Though the tendency is to think big, these small, consistent fires not only get the public used to the idea, but Romero says they are sufficient to get the work done.

“Our district was doing burnings throughout the spring and fall, and we’d over-accomplish every year, and we got along fine with the public.” Other districts on the Santa Fe took a different tack, and it wasn’t always successful: With 1,200 acres as the target, they would wait until conditions were right to do the entire burn at once. That sometimes meant waiting two or three years.

A few days before burning, burn bosses need to touch base with key local people. “In small communities I found out that if they get [the information] from a trusted person, they always want to hear it from that same person,” he says. “We had several fires shut down because that one person wasn’t there telling them what was going on.”

Healthy forest ecosystems, fire and communities are an “uneasy trio,” says Zander Evans, the Forest Guild’s research director. “How do we move to a place of comfort? That’s a little bit tricky because fire is so unplanned, changeable and potentially destructive.”
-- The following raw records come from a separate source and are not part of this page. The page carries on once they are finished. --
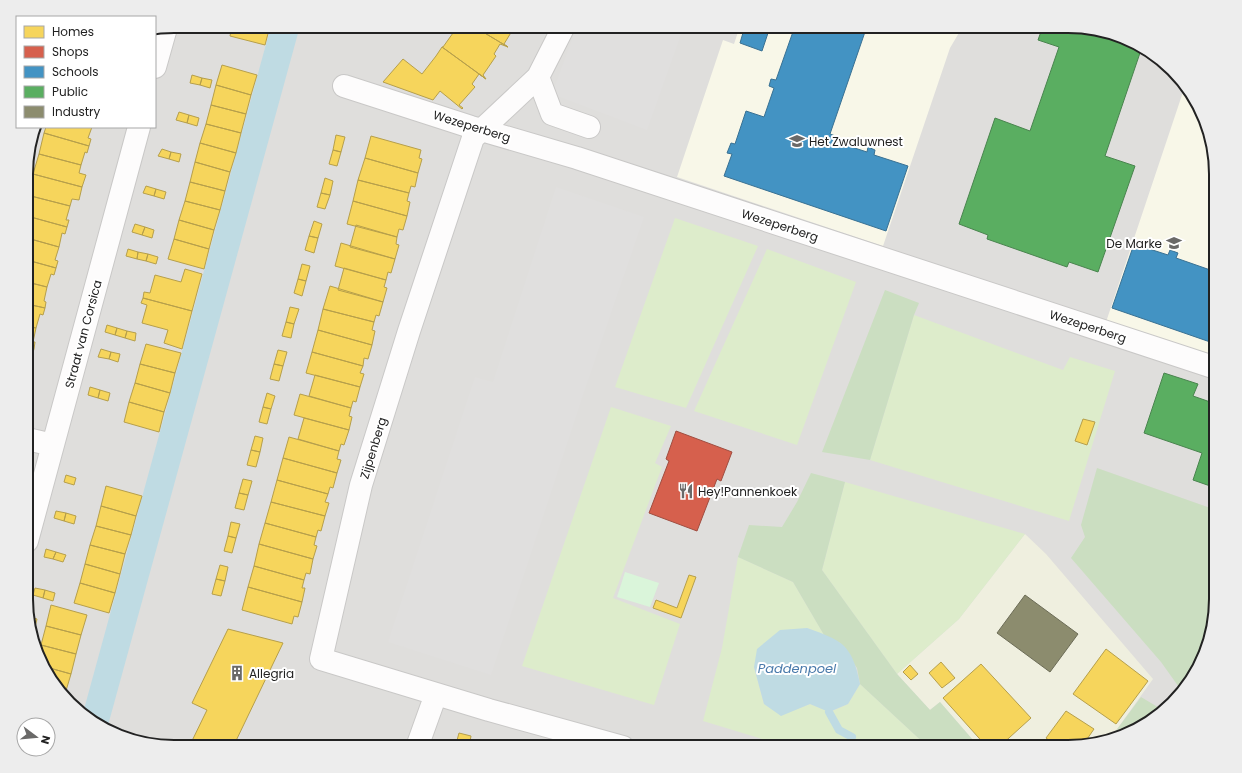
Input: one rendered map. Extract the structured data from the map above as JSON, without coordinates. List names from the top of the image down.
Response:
{
  "streets": {
    "street": ["Wezeperberg", "Straat van Corsica", "Zijpenberg"]
  },
  "crossings": [
    ["Wezeperberg", "Zijpenberg"]
  ],
  "water": ["Paddenpoel"],
  "places": {
    "school or university": ["Het Zwaluwnest", "De Marke"],
    "restaurant": ["Hey!Pannenkoek"],
    "building": ["Allegria"]
  },
  "legend": [
    "Homes",
    "Shops",
    "Schools",
    "Public",
    "Industry"
  ],
  "north": "right"
}
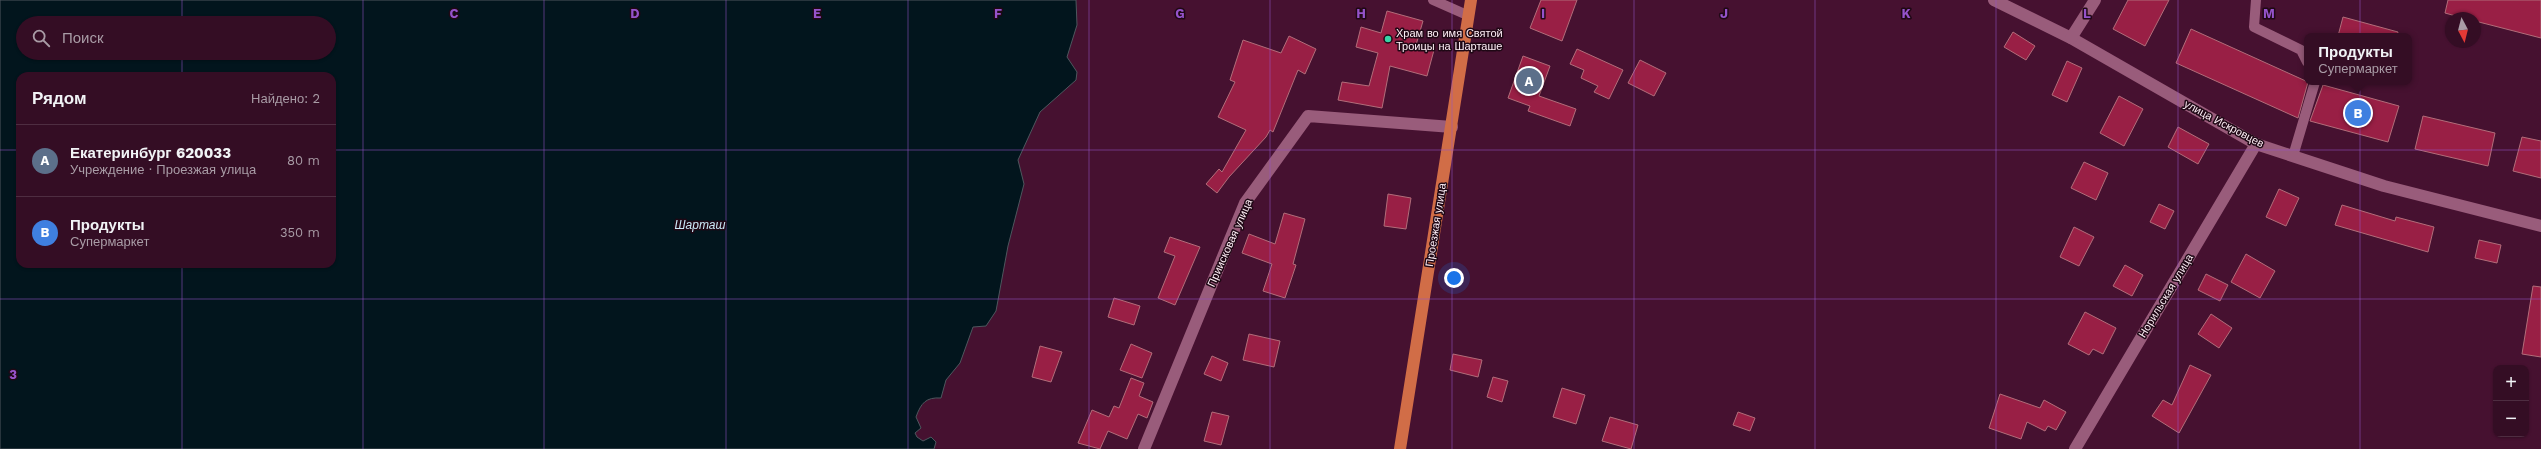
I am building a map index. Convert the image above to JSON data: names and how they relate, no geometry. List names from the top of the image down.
{
  "streets": {
    "main road": ["Проезжая улица"],
    "street": ["улица Искровцев", "Приисковая улица", "Норильская улица"]
  },
  "crossings": [
    ["улица Искровцев", "Норильская улица"],
    ["Проезжая улица", "Приисковая улица"]
  ],
  "water": ["Шарташ"],
  "places": ["Храм во имя Святой Троицы на Шарташе"],
  "north": "bottom",
  "page": {
    "search": "Поиск",
    "popup": ["Продукты", "Супермаркет"],
    "pins": ["A", "B"],
    "heading": ["Рядом", "Найдено: 2"],
    "list": [
      {
        "mark": "A",
        "name": "Екатеринбург 620033",
        "note": "Учреждение · Проезжая улица",
        "value": "80 m"
      },
      {
        "mark": "B",
        "name": "Продукты",
        "note": "Супермаркет",
        "value": "350 m"
      }
    ],
    "map_buttons": ["+", "−"]
  },
  "grid": {
    "columns": [
      "C",
      "D",
      "E",
      "F",
      "G",
      "H",
      "I",
      "J",
      "K",
      "L",
      "M"
    ],
    "rows": ["3"]
  }
}
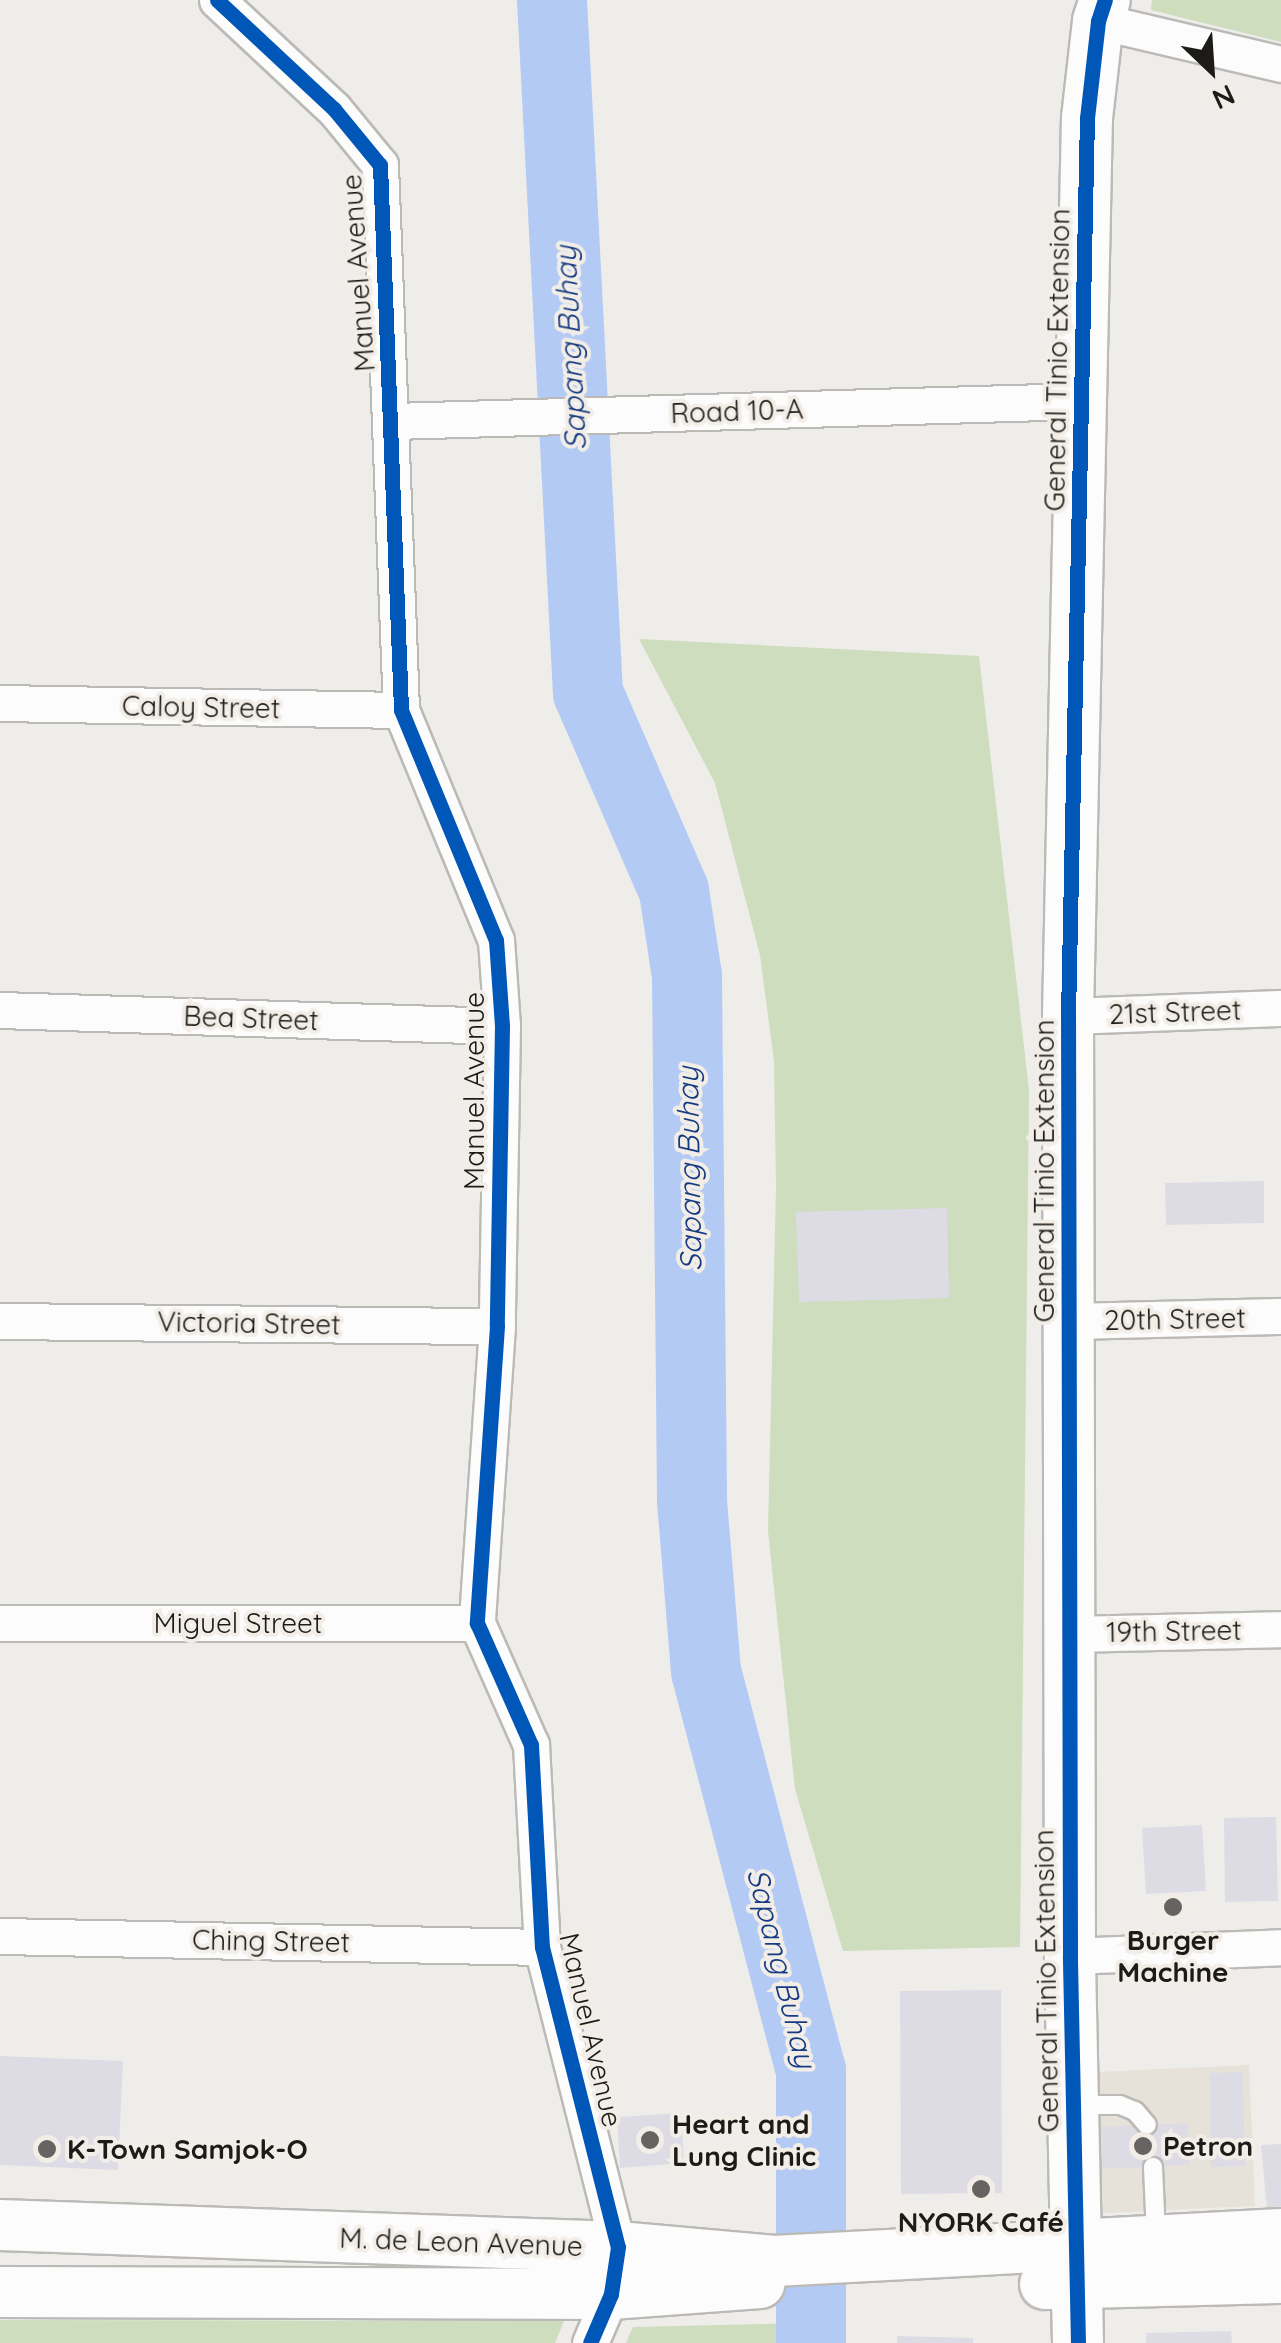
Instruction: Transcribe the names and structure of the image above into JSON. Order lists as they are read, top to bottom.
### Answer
{
  "streets": {
    "street": [
      "Manuel Avenue",
      "General Tinio Extension",
      "Road 10-A",
      "Caloy Street",
      "21st Street",
      "Bea Street",
      "20th Street",
      "Victoria Street",
      "Miguel Street",
      "19th Street",
      "Ching Street",
      "M. de Leon Avenue"
    ]
  },
  "crossings": [
    ["Manuel Avenue", "Road 10-A"],
    ["Manuel Avenue", "Caloy Street"],
    ["Manuel Avenue", "Bea Street"],
    ["Manuel Avenue", "Victoria Street"],
    ["Manuel Avenue", "Miguel Street"],
    ["Manuel Avenue", "Ching Street"],
    ["Manuel Avenue", "M. de Leon Avenue"],
    ["General Tinio Extension", "Road 10-A"],
    ["General Tinio Extension", "21st Street"],
    ["General Tinio Extension", "20th Street"],
    ["General Tinio Extension", "19th Street"],
    ["General Tinio Extension", "M. de Leon Avenue"]
  ],
  "water": ["Sapang Buhay"],
  "places": [
    "Burger Machine",
    "Heart and Lung Clinic",
    "Petron",
    "K-Town Samjok-O",
    "NYORK Café"
  ],
  "north": "bottom right"
}
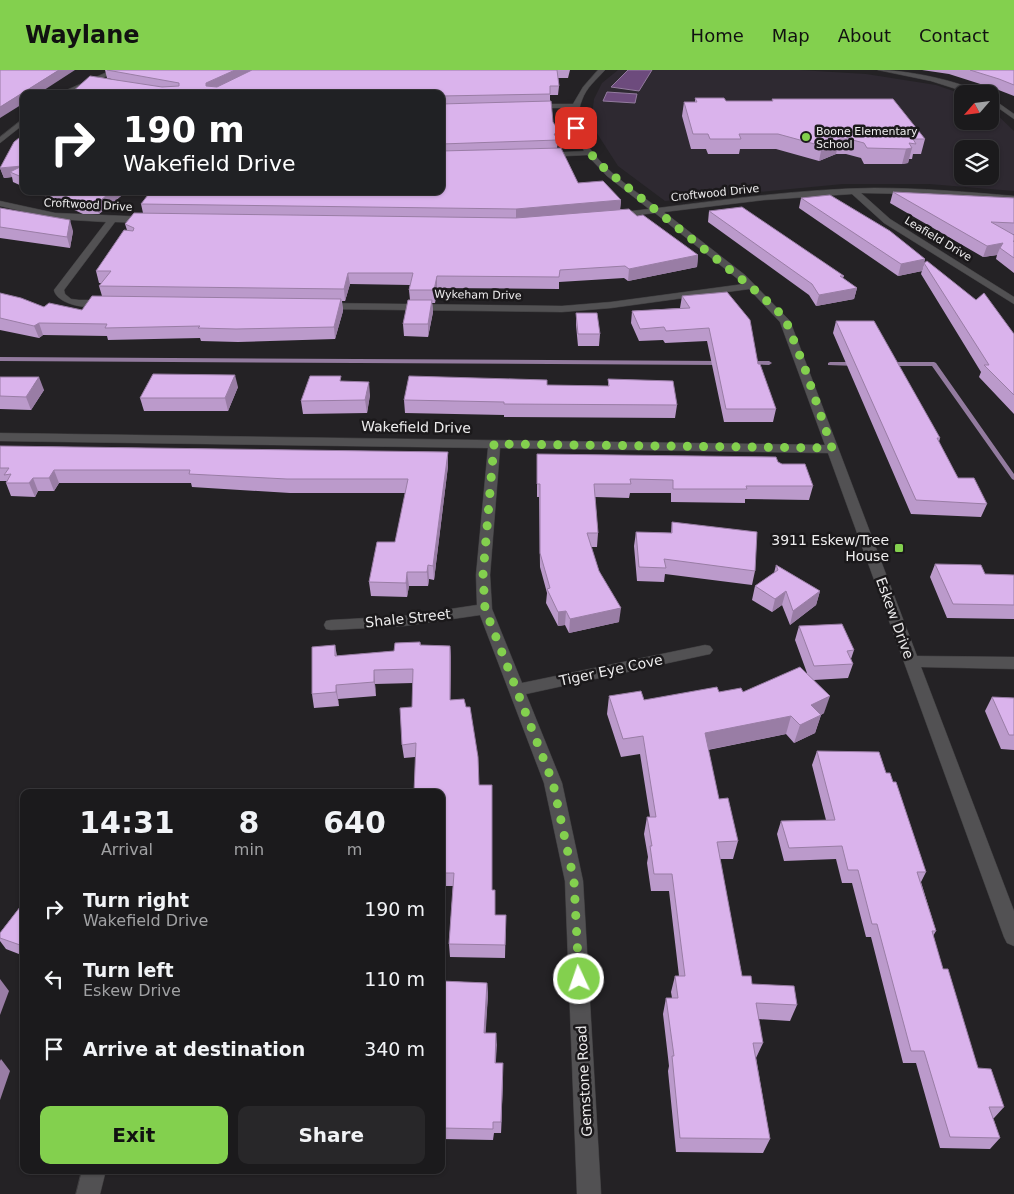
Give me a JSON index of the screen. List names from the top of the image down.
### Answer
{
  "streets": {
    "street": [
      "Croftwood Drive",
      "Leafield Drive",
      "Wykeham Drive",
      "Wakefield Drive",
      "Shale Street",
      "Eskew Drive",
      "Tiger Eye Cove",
      "Gemstone Road"
    ]
  },
  "crossings": [
    ["Croftwood Drive", "Leafield Drive"],
    ["Croftwood Drive", "Eskew Drive"],
    ["Wykeham Drive", "Eskew Drive"],
    ["Wakefield Drive", "Eskew Drive"],
    ["Wakefield Drive", "Gemstone Road"],
    ["Shale Street", "Gemstone Road"],
    ["Tiger Eye Cove", "Gemstone Road"]
  ],
  "places": {
    "other": ["Boone Elementary School"],
    "transit": ["3911 Eskew/Tree House"]
  },
  "north": "bottom left",
  "page": {
    "header": "Waylane",
    "nav": [
      "Home",
      "Map",
      "About",
      "Contact"
    ],
    "turn": ["190 m", "Wakefield Drive"],
    "eta": [
      "14:31",
      "Arrival",
      "8",
      "min",
      "640",
      "m"
    ],
    "list": [
      {
        "name": "Turn right",
        "note": "Wakefield Drive",
        "value": "190 m"
      },
      {
        "name": "Turn left",
        "note": "Eskew Drive",
        "value": "110 m"
      },
      {
        "name": "Arrive at destination",
        "value": "340 m"
      }
    ],
    "buttons": ["Exit", "Share"]
  }
}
By its very nature, fire makes people uncomfortable. And while most people won’t experience a big fire, he says, a lot of people are affected by smoke. Educating the public about the role fire plays within a forest ecosystem as well as helping them protect their own homes can allay the public’s fears, he says.

But people who live near forests also need to accept that smoke is a part of a healthy forest’s ecosystem. Making smoke a seasonal ritual might help communities acclimate to smoke. “It might still be annoying,” Evans says, “but it becomes part of the routine.”